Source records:
__________

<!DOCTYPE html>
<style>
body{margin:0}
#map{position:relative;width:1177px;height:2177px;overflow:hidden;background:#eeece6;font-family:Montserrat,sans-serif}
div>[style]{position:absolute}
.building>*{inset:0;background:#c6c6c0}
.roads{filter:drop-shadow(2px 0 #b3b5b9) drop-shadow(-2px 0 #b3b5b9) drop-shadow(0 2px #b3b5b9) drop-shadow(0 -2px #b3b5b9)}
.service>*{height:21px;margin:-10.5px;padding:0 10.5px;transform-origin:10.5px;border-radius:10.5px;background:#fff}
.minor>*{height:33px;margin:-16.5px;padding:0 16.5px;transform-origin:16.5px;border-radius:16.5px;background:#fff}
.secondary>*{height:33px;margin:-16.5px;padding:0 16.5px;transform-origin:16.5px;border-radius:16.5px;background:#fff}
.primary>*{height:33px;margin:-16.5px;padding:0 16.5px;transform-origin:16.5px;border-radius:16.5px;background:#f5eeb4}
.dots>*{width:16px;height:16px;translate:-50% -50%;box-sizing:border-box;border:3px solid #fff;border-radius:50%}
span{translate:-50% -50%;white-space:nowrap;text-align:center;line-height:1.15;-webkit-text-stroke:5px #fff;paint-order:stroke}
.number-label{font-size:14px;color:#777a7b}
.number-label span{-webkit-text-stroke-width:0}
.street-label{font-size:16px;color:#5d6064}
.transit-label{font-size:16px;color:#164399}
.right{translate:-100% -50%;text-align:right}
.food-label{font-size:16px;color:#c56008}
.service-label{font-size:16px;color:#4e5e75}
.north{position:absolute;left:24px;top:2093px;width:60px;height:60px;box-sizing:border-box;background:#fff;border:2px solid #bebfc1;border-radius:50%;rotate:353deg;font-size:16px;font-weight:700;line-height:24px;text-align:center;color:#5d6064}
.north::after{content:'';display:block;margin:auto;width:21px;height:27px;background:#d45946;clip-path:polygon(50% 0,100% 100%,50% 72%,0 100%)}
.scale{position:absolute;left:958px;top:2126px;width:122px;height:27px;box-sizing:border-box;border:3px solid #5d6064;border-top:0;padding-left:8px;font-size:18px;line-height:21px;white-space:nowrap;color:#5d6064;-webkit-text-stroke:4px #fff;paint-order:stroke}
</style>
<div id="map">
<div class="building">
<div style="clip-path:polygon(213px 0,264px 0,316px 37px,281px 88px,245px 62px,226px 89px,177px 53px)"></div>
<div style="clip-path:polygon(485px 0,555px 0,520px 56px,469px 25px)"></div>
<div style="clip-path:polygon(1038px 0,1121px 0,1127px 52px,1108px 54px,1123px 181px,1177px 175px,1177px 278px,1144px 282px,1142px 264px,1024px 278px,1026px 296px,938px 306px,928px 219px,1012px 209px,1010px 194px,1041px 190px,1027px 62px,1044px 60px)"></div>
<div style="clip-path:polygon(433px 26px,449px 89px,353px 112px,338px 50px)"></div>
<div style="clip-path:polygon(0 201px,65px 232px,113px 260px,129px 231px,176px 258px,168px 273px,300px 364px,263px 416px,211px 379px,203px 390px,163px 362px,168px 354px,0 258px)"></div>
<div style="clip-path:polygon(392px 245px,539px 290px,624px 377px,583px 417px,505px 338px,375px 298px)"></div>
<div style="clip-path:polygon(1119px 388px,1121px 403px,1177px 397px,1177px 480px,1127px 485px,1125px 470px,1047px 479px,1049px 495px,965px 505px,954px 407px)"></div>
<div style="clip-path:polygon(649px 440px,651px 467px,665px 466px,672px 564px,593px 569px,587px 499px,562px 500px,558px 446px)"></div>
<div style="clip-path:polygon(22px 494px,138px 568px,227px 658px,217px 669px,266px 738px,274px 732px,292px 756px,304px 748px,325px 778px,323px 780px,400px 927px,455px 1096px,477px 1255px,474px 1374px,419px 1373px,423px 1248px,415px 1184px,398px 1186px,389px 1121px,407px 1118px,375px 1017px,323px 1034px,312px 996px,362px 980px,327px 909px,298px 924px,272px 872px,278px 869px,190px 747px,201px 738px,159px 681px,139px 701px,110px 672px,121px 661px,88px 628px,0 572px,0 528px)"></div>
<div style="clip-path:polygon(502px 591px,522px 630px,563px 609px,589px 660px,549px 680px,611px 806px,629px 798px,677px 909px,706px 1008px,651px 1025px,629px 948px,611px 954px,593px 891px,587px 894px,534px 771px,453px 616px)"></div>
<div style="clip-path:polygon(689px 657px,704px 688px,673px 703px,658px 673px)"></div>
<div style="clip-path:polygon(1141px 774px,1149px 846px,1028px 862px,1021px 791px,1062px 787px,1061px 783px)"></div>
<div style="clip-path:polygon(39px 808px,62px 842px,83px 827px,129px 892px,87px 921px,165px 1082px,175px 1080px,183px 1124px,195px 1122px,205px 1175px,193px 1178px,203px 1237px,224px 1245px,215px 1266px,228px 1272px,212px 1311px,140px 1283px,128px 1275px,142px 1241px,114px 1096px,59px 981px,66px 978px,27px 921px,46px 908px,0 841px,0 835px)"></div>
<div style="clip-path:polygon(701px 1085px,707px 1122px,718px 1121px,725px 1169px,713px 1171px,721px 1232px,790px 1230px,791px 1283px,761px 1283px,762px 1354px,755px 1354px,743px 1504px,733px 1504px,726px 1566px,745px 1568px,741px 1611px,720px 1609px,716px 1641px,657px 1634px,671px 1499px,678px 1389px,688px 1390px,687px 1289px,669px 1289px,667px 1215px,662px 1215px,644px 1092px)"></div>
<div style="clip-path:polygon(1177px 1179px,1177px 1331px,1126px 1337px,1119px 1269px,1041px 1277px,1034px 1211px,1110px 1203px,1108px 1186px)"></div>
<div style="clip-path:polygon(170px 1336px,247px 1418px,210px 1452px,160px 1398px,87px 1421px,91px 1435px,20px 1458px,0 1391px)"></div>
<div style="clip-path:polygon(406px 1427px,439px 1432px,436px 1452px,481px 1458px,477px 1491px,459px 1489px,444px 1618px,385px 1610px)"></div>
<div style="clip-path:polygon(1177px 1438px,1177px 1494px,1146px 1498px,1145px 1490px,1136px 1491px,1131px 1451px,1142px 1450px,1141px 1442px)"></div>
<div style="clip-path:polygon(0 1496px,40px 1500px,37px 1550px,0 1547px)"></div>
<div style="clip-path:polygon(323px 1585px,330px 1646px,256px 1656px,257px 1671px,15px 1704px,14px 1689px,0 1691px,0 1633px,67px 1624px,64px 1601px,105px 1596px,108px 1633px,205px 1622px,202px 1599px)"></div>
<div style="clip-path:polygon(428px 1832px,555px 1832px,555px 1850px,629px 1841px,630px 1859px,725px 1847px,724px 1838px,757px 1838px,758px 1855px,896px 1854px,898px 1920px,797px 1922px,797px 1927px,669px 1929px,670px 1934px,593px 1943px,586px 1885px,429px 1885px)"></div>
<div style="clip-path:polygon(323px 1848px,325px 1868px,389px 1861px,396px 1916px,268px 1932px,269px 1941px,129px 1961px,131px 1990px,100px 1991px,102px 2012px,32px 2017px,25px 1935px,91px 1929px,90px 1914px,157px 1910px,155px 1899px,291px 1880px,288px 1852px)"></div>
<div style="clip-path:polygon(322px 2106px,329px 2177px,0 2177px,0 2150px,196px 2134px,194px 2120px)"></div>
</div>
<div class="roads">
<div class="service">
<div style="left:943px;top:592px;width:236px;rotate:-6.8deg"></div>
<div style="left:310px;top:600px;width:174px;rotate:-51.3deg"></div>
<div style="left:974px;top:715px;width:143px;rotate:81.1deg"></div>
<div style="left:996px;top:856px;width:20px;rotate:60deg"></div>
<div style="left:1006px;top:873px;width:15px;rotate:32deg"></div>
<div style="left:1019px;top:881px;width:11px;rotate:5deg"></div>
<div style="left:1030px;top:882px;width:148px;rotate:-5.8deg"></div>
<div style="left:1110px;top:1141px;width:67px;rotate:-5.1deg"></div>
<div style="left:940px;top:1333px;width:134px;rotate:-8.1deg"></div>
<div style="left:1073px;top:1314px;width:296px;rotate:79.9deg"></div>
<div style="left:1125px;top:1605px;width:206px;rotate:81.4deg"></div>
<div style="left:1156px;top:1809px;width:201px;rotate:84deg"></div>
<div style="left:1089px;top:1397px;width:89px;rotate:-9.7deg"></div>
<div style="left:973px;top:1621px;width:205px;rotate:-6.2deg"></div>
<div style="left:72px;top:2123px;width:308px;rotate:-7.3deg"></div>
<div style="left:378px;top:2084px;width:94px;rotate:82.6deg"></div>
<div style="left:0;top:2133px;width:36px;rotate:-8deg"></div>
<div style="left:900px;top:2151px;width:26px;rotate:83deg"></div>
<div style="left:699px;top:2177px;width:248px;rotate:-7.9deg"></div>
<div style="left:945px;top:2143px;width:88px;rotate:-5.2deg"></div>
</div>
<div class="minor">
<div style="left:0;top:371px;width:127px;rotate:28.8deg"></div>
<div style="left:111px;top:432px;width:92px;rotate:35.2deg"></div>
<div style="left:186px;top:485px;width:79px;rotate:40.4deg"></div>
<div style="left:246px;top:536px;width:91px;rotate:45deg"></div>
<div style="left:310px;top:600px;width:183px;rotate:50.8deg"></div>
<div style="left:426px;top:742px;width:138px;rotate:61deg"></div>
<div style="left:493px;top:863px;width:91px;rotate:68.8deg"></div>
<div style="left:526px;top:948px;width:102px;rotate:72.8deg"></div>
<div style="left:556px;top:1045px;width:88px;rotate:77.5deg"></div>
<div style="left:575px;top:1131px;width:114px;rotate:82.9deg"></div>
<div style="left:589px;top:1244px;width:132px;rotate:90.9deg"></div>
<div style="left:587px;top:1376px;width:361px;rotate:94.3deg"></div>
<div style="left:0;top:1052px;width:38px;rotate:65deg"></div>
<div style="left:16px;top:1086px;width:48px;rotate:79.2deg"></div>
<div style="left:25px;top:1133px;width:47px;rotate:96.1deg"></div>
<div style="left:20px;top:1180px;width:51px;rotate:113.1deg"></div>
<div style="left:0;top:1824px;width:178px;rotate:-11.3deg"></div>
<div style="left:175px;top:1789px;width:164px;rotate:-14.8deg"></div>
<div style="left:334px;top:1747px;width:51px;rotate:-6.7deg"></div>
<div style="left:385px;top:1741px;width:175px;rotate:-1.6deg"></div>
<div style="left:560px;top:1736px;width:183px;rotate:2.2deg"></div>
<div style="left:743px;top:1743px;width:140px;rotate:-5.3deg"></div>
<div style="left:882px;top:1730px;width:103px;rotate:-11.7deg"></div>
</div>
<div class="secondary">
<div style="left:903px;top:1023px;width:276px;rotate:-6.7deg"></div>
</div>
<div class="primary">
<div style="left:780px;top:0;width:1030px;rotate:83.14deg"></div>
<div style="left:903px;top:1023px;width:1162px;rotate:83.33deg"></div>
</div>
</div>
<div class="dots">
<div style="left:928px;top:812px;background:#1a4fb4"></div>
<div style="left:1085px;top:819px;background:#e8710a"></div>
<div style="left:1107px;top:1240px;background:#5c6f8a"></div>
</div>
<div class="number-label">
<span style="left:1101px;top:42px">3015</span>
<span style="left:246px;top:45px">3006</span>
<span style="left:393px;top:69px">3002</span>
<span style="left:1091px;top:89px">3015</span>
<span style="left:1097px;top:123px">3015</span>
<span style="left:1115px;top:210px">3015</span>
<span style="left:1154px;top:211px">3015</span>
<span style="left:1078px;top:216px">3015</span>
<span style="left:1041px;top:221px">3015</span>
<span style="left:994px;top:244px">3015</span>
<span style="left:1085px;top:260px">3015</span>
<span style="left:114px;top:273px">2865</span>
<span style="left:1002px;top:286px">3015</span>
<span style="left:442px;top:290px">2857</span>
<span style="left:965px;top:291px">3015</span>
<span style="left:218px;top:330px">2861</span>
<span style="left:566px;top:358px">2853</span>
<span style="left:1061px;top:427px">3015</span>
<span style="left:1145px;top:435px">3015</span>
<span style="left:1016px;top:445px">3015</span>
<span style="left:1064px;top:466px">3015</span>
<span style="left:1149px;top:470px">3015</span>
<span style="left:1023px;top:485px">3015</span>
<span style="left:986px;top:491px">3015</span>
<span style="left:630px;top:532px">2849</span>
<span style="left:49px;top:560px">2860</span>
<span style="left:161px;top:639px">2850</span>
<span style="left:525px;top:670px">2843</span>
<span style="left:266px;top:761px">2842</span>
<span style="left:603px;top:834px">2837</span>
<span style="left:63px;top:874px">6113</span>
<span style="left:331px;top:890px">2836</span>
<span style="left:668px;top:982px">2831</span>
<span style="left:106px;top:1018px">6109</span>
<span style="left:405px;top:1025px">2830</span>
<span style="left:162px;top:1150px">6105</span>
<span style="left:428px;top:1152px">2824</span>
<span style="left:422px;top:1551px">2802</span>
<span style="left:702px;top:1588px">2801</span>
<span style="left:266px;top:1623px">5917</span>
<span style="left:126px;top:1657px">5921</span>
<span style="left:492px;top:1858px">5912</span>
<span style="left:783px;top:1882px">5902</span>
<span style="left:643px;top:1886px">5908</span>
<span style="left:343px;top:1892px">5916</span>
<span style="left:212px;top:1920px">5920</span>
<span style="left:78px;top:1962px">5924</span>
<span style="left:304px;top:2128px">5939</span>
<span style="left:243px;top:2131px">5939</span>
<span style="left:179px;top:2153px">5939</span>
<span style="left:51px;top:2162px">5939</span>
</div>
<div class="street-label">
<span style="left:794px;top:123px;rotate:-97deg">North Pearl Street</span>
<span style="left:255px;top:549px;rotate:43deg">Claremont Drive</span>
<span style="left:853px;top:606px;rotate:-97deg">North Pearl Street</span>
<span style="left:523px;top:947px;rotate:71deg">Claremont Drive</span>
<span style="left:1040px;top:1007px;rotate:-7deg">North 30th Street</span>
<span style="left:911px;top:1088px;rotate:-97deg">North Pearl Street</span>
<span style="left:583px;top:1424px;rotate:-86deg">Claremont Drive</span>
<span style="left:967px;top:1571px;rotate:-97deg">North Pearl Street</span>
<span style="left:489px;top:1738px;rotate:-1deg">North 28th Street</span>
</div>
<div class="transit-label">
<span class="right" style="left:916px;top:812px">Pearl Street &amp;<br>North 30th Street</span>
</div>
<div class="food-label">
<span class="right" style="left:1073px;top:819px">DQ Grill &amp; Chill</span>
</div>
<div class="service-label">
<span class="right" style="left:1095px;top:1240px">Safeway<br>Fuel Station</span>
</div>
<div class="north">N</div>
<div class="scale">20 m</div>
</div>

__________

■ Work required
Quote the records from their first line to the line with "0 #b3b5b9) drop-shadow(-2px", inclusive, without adding or dropping anything.

■ Solved exercise
<!DOCTYPE html>
<style>
body{margin:0}
#map{position:relative;width:1177px;height:2177px;overflow:hidden;background:#eeece6;font-family:Montserrat,sans-serif}
div>[style]{position:absolute}
.building>*{inset:0;background:#c6c6c0}
.roads{filter:drop-shadow(2px 0 #b3b5b9) drop-shadow(-2px 0 #b3b5b9) drop-shadow(0 2px #b3b5b9) drop-shadow(0 -2px #b3b5b9)}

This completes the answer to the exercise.